Both halves are needed for a working connection; patch 1 alone makes the
REQ reach the peer but it is then rejected by the unfixed receive side.

Verification
------------
Measured on two RoCEv2 ConnectX-7 ports on the same host, each with a
global IPv6 GID (port A "src", port B "dst"), driving a cross-NIC
RDMA-CM connect (rping, src GID on port A -> dst GID on port B) while
tracing the destination MAC resolved in addr_resolve():

  without the series:  resolved dst MAC = port A's MAC (the *source* NIC)
                        -> frame dropped, connect times out
  with the series:     resolved dst MAC = port B's MAC (the *dest* NIC)
                        -> connect completes

The kernel under test carried c31e4038c97f and its dst_rtable() prereq
(i.e. the same addr_resolve_neigh()/is_dst_local() shape as for-next);
the change applies unmodified to rdma.git for-next.

Note on stable: the Fixes: tags bound the backport to where each construct
exists in its current form. Trees predating c31e4038c97f have the
equivalent send-side gap in the older IFF_LOOPBACK form of
addr_resolve_neigh() and would need a separately shaped backport.

The patches are independent files but should be applied as a pair so the
connection works end to end.

Alex Timofeyev (2):
  RDMA/core: use destination netdev MAC for cross-NIC same-host local
    dst
  RDMA/cma: accept cross-NIC same-host local dst in
    validate_ipv6_net_dev

 drivers/infiniband/core/addr.c | 22 +++++++++++++++++++---
 drivers/infiniband/core/cma.c  | 15 ++++++++++++++-
 2 files changed, 33 insertions(+), 4 deletions(-)


base-commit: 20ff9350862468af21b46cae2c22d17d6ec637f9
-- 
2.40.4


^ permalink raw reply	[flat|nested] 4+ messages in thread

* [PATCH rdma-next v1 1/2] RDMA/core: use destination netdev MAC for cross-NIC same-host local dst
  2026-06-15 17:46 [PATCH rdma-next v1 0/2] RDMA: fix cross-NIC same-host IPv6 RDMA-CM connect Alex Timofeyev
  2026-06-15 17:46 ` [PATCH rdma-next v1 2/2] RDMA/cma: accept cross-NIC same-host local dst in validate_ipv6_net_dev Alex Timofeyev
@ 2026-06-15 17:46 ` Alex Timofeyev
  2026-06-15 23:59 ` [PATCH rdma-next v1 0/2] RDMA: fix cross-NIC same-host IPv6 RDMA-CM connect Jason Gunthorpe
  2 siblings, 0 replies; 4+ messages in thread
From: Alex Timofeyev @ 2026-06-15 17:46 UTC (permalink / raw)
  To: Jason Gunthorpe, Leon Romanovsky, linux-rdma
  Cc: Parav Pandit, Edward Srouji, Vlad Dumitrescu, stable,
	linux-kernel

addr_resolve_neigh() treats every is_dst_local() destination as loopback
and copies the source device's MAC into the path record's destination MAC
(dst_dev_addr <- src_dev_addr). That is correct for true loopback (source
and destination on the same netdev), but wrong when the local destination
address lives on a different netdev of the same host.

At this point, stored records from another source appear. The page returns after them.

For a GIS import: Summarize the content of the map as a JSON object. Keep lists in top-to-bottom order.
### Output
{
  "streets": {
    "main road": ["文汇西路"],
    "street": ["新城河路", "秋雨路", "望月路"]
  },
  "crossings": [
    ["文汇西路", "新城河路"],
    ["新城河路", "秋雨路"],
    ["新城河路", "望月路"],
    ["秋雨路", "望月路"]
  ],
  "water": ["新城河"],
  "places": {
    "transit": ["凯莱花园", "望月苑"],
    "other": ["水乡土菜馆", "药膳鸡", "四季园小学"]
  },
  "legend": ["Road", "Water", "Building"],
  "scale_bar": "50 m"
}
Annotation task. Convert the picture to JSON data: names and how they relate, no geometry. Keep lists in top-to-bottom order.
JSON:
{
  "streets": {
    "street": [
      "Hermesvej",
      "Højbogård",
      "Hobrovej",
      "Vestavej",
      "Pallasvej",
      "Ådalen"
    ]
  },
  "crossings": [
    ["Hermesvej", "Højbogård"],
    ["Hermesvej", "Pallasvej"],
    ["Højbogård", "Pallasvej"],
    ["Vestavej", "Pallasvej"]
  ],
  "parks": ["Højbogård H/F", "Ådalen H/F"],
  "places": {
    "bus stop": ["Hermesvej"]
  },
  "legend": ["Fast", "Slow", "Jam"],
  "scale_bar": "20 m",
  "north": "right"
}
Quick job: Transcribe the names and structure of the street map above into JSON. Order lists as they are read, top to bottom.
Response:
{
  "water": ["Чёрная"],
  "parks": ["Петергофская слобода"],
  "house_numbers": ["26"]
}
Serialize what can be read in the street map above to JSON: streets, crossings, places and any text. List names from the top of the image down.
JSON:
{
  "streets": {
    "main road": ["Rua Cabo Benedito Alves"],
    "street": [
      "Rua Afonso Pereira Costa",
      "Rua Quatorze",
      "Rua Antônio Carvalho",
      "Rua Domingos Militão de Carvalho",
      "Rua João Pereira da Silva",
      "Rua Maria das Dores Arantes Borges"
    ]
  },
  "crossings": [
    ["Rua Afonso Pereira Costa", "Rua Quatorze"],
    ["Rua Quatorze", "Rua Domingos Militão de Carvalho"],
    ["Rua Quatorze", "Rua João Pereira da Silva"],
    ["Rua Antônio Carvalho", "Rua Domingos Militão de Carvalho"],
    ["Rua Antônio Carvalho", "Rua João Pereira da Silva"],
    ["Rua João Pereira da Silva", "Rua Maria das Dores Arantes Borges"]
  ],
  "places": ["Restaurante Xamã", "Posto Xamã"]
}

In that cross-NIC same-host case the destination NIC will not accept a
frame whose destination MAC is the source NIC's MAC, and drops it in
hardware before it reaches the peer. rdma_resolve_addr() and
ib_send_cm_req() both return success, but the CM REQ never arrives and the
connection times out.

Look up the netdev that owns the destination address and copy its MAC into
dst_dev_addr instead. Fall back to the source MAC when no netdev claims the
address (true loopback), preserving the existing behaviour.

This was observed with two RoCEv2 ConnectX-7 ports on the same host, each
holding a global IPv6 GID, when one process pinned per NUMA NIC connected
to the other over RDMA-CM: the resolved destination MAC was the source
port's MAC instead of the destination port's, and the REQ was silently
dropped. With the fix the resolved MAC is the destination port's and the
connection completes.

Fixes: c31e4038c97f ("RDMA/core: Use route entry flag to decide on loopback traffic")
Cc: stable@vger.kernel.org
Cc: Parav Pandit <parav@nvidia.com>
Signed-off-by: Alex Timofeyev <sashka@ankey.net>
---
 drivers/infiniband/core/addr.c | 22 +++++++++++++++++++---
 1 file changed, 19 insertions(+), 3 deletions(-)

diff --git a/drivers/infiniband/core/addr.c b/drivers/infiniband/core/addr.c
index 7e62b5b1ffaa..84aa43436bfe 100644
--- a/drivers/infiniband/core/addr.c
+++ b/drivers/infiniband/core/addr.c
@@ -451,10 +451,26 @@ static int addr_resolve_neigh(const struct dst_entry *dst,
 			      u32 seq)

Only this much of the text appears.